Nichols and her team observed that when the bio-engineered lungs went into their respective pigs, they developed viable blood vessel connection to the rest of the
animal’s vascular system. The lungs continued to grow and develop normally in each animal’s body. The really extraordinary part of the new findings were the
successful development and maturation of the microvasculature of the lung—the place where the complex exchange of oxygen to the bloodstream takes place.
The team successfully transplanted four pig lungs into four pig recipients, which were kept alive for 10 hours, two weeks, one month, and two months after surgery.
The researchers needed to harvest the bio-engineered lungs for closer study of how well they had developed in the body, so it’s entirely possible the pigs could have
lived in healthy states well beyond just two months.
There’s no question the new results are to be applauded, but no one, least of all the research team, is getting too far ahead of themselves. Nichols calls the latest trials
“a small pre-clinical project,” and emphasises that “what we make is okay, but it will not support production of lungs for the clinic. We need better equipment that
really meets the needs of the project,” in addition to more funding. Tests on other animal models before humans might also bolster the findings as well.

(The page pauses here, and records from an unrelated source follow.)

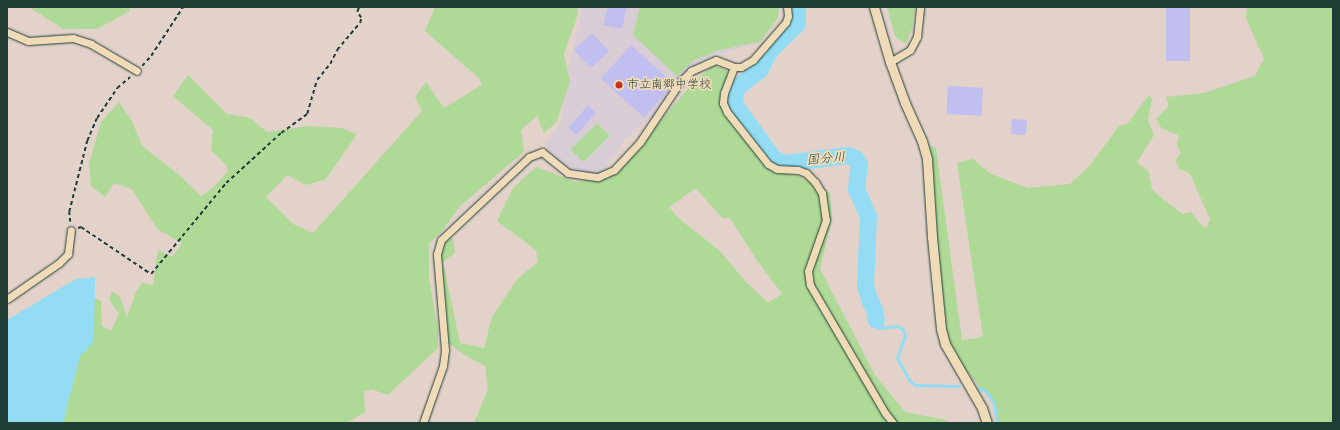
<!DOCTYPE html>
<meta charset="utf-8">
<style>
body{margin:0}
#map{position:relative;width:1340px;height:430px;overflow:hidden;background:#e2d2ca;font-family:"Architects Daughter","Klee One",sans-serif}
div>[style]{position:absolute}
.built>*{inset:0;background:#d8ccd5}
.green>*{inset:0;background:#afd996;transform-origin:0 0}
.water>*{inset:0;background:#93dcf4}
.stream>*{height:3px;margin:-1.5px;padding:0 1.5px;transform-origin:1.5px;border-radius:1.5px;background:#93dcf4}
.river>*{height:17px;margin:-8.5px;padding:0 8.5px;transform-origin:8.5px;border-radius:8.5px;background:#93dcf4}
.building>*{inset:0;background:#c1bef0;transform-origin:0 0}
.path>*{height:1.5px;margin-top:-0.75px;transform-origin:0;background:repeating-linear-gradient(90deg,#1f3d34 0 4px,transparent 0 7px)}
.roads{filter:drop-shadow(0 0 1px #1f3d34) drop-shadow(0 0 1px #1f3d34)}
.minor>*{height:7px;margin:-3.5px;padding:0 3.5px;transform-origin:3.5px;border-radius:3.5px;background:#f0dbb9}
.tertiary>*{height:9px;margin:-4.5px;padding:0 4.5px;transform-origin:4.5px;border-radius:4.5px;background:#f0dbb9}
.dots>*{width:11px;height:11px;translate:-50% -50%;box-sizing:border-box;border:2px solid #f0dbb9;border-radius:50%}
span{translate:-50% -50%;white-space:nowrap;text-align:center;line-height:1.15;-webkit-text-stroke:3.5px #f0dbb9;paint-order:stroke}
.poi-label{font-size:12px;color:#1f3d34}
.left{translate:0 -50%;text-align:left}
.water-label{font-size:13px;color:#2b4d47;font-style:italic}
.frame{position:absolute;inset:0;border:8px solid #1f3d34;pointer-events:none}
</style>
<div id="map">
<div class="built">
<div style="clip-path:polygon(582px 7px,779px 7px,778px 18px,760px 42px,719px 54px,694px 66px,655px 114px,625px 139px,604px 170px,599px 173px,589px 173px,571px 172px,554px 158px,544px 143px,562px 122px,563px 93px)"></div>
</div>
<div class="green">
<div style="clip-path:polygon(29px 7px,128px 7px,130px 11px,97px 29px,63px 29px)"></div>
<div style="clip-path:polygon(435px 7px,578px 7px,578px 14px,564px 54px,570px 82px,556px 123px,544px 133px,537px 116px,521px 130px,524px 152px,460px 206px,442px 231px,429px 244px,429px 279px,438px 330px,438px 348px,388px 395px,371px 389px,364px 392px,365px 412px,347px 423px,57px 423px,87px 294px,101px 301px,102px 326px,111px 331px,119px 314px,109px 300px,112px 291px,120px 297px,127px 317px,136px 292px,142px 283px,153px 285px,158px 250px,172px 257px,182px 243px,157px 229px,132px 189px,114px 183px,105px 197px,91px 186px,89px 164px,101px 122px,119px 102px,132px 121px,142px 146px,178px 174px,201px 196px,213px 188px,228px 171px,227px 166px,211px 150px,213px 130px,173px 96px,188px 75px,227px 114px,250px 118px,267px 132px,307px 126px,341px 128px,357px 134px,326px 179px,306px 185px,287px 175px,266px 197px,293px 224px,313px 233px,422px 111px,415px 97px,426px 82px,444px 108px,482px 85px,479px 78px,425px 31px)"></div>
<div style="clip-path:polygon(640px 7px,779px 7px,778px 18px,760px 42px,719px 50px,693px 61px,677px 76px,633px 35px)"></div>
<div style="clip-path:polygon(887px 7px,915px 7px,912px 28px,906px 44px,895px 36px)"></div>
<div style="clip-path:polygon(1247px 7px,1333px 7px,1333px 423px,997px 423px,993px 403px,960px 363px,947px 339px,940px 280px,930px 146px,936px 148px,962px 340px,983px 337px,957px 163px,973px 159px,991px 174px,1028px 188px,1070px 184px,1091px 164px,1119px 126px,1127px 124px,1149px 95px,1152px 99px,1148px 121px,1154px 135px,1137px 162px,1149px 172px,1152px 190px,1182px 214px,1191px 212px,1202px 226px,1206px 228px,1210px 219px,1190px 174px,1180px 169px,1175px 161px,1181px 153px,1177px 146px,1179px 135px,1162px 129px,1156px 119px,1169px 106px,1166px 97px,1204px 93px,1255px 76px,1264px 59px,1246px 18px)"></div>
<div style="clip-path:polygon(evenodd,713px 65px,726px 70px,728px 75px,723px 91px,726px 115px,770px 170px,798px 176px,830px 193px,832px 219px,820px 269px,875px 375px,905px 412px,946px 420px,950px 423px,474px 423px,488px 389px,485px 366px,465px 355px,448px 343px,440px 255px,445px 241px,453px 238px,455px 253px,443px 262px,460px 343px,484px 348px,492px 317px,517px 279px,538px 262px,536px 250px,497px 221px,513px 188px,536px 167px,576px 182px,615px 174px,691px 85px,713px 65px,696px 188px,722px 218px,730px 218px,756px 259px,782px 294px,768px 303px,745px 281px,720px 251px,678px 218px,669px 207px,696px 188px)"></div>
<div style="left:597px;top:123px;width:18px;height:37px;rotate:45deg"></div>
</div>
<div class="water">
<div style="clip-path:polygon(95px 277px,94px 342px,80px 356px,63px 423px,7px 423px,7px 320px,76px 279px)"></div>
</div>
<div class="stream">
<div style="left:876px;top:320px;width:5px;rotate:101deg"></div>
<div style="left:875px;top:325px;width:5px;rotate:37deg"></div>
<div style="left:879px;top:328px;width:19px;rotate:-6deg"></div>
<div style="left:898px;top:326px;width:6px;rotate:39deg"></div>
<div style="left:903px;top:330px;width:6px;rotate:72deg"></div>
<div style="left:905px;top:336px;width:23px;rotate:110deg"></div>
<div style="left:897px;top:358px;width:25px;rotate:61deg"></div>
<div style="left:909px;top:380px;width:8px;rotate:40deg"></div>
<div style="left:915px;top:385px;width:44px;rotate:1.3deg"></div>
<div style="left:978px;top:388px;width:9px;rotate:21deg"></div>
<div style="left:986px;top:391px;width:15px;rotate:58deg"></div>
<div style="left:994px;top:404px;width:19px;rotate:81deg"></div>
</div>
<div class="river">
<div style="left:797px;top:7px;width:16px;rotate:90deg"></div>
<div style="left:797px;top:23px;width:40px;rotate:135deg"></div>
<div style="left:769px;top:51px;width:20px;rotate:117deg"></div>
<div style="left:760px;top:69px;width:28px;rotate:142deg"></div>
<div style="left:738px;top:86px;width:7px;rotate:124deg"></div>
<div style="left:734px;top:92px;width:12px;rotate:90deg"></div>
<div style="left:734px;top:104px;width:62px;rotate:54.2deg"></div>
<div style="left:770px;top:154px;width:8px;rotate:45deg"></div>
<div style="left:776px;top:160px;width:8px;rotate:23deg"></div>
<div style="left:783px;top:163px;width:10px;rotate:-6deg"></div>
<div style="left:793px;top:162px;width:55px;rotate:-7.3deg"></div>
<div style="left:848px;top:155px;width:8px;rotate:23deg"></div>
<div style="left:855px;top:158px;width:7px;rotate:56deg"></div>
<div style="left:859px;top:164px;width:25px;rotate:97deg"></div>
<div style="left:856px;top:189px;width:30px;rotate:66deg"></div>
<div style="left:868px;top:216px;width:69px;rotate:92.5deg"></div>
<div style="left:865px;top:285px;width:17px;rotate:73deg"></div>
<div style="left:870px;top:301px;width:9px;rotate:63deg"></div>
<div style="left:874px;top:309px;width:11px;rotate:80deg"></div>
</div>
<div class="building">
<div style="clip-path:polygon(608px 7px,627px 7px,622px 29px,603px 25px)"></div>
<div style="left:1166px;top:7px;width:24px;height:54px"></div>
<div style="left:592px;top:33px;width:25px;height:25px;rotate:47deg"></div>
<div style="left:631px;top:45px;width:58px;height:45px;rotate:42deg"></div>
<div style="left:948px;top:86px;width:35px;height:28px;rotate:3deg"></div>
<div style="left:588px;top:105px;width:11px;height:30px;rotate:41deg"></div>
<div style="left:1012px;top:119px;width:15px;height:15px;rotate:4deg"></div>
</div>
<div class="path">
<div style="left:142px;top:66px;width:13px;rotate:-48deg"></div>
<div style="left:151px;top:56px;width:59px;rotate:-56.9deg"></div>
<div style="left:70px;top:222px;width:10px;rotate:-96deg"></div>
<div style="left:69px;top:212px;width:73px;rotate:-75.8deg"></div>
<div style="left:87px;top:141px;width:25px;rotate:-67deg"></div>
<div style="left:97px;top:118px;width:36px;rotate:-56deg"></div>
<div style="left:117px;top:88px;width:17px;rotate:-40deg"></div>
<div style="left:78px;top:228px;width:3px;rotate:-18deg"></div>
<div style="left:81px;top:227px;width:84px;rotate:33.9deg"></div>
<div style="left:151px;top:274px;width:118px;rotate:-50.5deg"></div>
<div style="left:226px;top:183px;width:74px;rotate:-42.3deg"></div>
<div style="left:281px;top:133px;width:32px;rotate:-36deg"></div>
<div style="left:307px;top:114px;width:35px;rotate:-74deg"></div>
<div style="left:317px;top:80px;width:21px;rotate:-51deg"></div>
<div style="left:330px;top:64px;width:16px;rotate:-63deg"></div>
<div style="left:337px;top:50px;width:35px;rotate:-50deg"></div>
<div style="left:360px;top:23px;width:5px;rotate:-79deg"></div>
<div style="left:361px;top:18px;width:7px;rotate:-124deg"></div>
<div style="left:357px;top:12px;width:5px;rotate:-68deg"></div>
</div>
<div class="roads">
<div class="minor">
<div style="left:7px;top:32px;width:23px;rotate:23deg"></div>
<div style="left:28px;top:41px;width:45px;rotate:-3.8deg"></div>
<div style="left:73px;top:38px;width:19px;rotate:18deg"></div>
<div style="left:91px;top:44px;width:53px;rotate:30.4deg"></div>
<div style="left:890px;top:62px;width:23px;rotate:-31deg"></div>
<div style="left:910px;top:50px;width:15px;rotate:-62deg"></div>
<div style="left:917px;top:37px;width:30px;rotate:-84deg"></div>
<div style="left:734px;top:67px;width:28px;rotate:111deg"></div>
<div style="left:724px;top:93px;width:10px;rotate:96deg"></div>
<div style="left:723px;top:103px;width:10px;rotate:66deg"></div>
<div style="left:727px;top:112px;width:66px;rotate:51.7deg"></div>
<div style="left:768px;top:164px;width:10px;rotate:29deg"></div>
<div style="left:777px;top:169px;width:21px;rotate:3deg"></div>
<div style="left:798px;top:170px;width:9px;rotate:21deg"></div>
<div style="left:806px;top:173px;width:13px;rotate:45deg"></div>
<div style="left:815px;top:182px;width:13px;rotate:58deg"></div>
<div style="left:822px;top:193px;width:27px;rotate:82deg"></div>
<div style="left:826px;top:220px;width:54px;rotate:109.4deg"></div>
<div style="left:808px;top:271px;width:14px;rotate:82deg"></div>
<div style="left:810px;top:285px;width:148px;rotate:59.6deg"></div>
<div style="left:885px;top:413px;width:13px;rotate:51deg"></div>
<div style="left:7px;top:299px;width:63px;rotate:-34.7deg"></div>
<div style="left:59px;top:263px;width:13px;rotate:-45deg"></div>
<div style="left:68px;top:254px;width:24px;rotate:-83deg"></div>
<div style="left:423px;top:423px;width:60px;rotate:-70.7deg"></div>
<div style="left:443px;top:366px;width:16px;rotate:-83deg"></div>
<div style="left:445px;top:350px;width:96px;rotate:-94.8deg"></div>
<div style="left:437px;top:254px;width:15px;rotate:-74deg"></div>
<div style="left:441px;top:240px;width:121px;rotate:-43.3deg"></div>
<div style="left:529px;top:157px;width:14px;rotate:-21deg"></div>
<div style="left:542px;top:152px;width:33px;rotate:39deg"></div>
<div style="left:568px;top:173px;width:30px;rotate:8deg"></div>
<div style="left:598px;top:177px;width:17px;rotate:-24deg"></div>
<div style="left:614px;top:170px;width:38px;rotate:-47deg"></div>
<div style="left:640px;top:142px;width:72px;rotate:-56.3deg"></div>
<div style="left:680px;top:82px;width:16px;rotate:-45deg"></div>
<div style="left:691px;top:71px;width:27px;rotate:-24deg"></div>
<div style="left:716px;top:60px;width:19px;rotate:21deg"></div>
<div style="left:734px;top:67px;width:7px"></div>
<div style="left:741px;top:67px;width:14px;rotate:-30deg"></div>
<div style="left:753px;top:60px;width:50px;rotate:-49deg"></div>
<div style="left:786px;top:22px;width:6px;rotate:-72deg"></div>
<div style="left:788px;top:16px;width:9px;rotate:-96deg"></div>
</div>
<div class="tertiary">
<div style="left:874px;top:7px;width:57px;rotate:73.8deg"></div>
<div style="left:890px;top:62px;width:44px;rotate:69.9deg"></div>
<div style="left:905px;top:103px;width:42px;rotate:65.9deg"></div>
<div style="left:922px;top:141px;width:19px;rotate:74deg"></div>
<div style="left:927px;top:159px;width:78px;rotate:86.3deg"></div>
<div style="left:932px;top:237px;width:92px;rotate:84.4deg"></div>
<div style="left:941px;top:329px;width:16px;rotate:75deg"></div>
<div style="left:945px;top:344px;width:74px;rotate:60deg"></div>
<div style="left:982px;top:408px;width:16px;rotate:72deg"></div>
</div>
</div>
<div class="dots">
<div style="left:619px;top:85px;background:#c8321e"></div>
</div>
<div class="poi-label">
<span class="left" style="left:627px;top:85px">市立南郷中学校</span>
</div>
<div class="water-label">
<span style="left:826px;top:159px;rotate:-5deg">国分川</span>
</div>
<div class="frame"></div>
</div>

Moreover, “we really need to prove that the animals can survive on the oxygen provided by the engineered lung alone,” she says. More studies are needed to
better illustrate how well the bio-engineered lungs support oxygenation and gas exchange. A more ideal trial would be to have the recipient pigs survive on the
transplanted lungs between six and 12 months, close up the normal lung (“easy to do and no damage to the animal,” says Nichols), and show they can survive
on the bio-engineered lung alone. “This would prove our concept! The lungs we make seem to need time in the animal to mature fully.”
Asked if this work could really lead to lab-grown human lungs for human patients, Nichols was confident that, if future testing panned out and the team was able
to find enough funding for their work, they could run clinical trials in the next five to eight years.
Still, they might need to take a breather (pardon the pun). “This project has taken 15 years to get to this point and we are thrilled that we did so well,” says Nichols,
adding, “we are pretty tired now though.”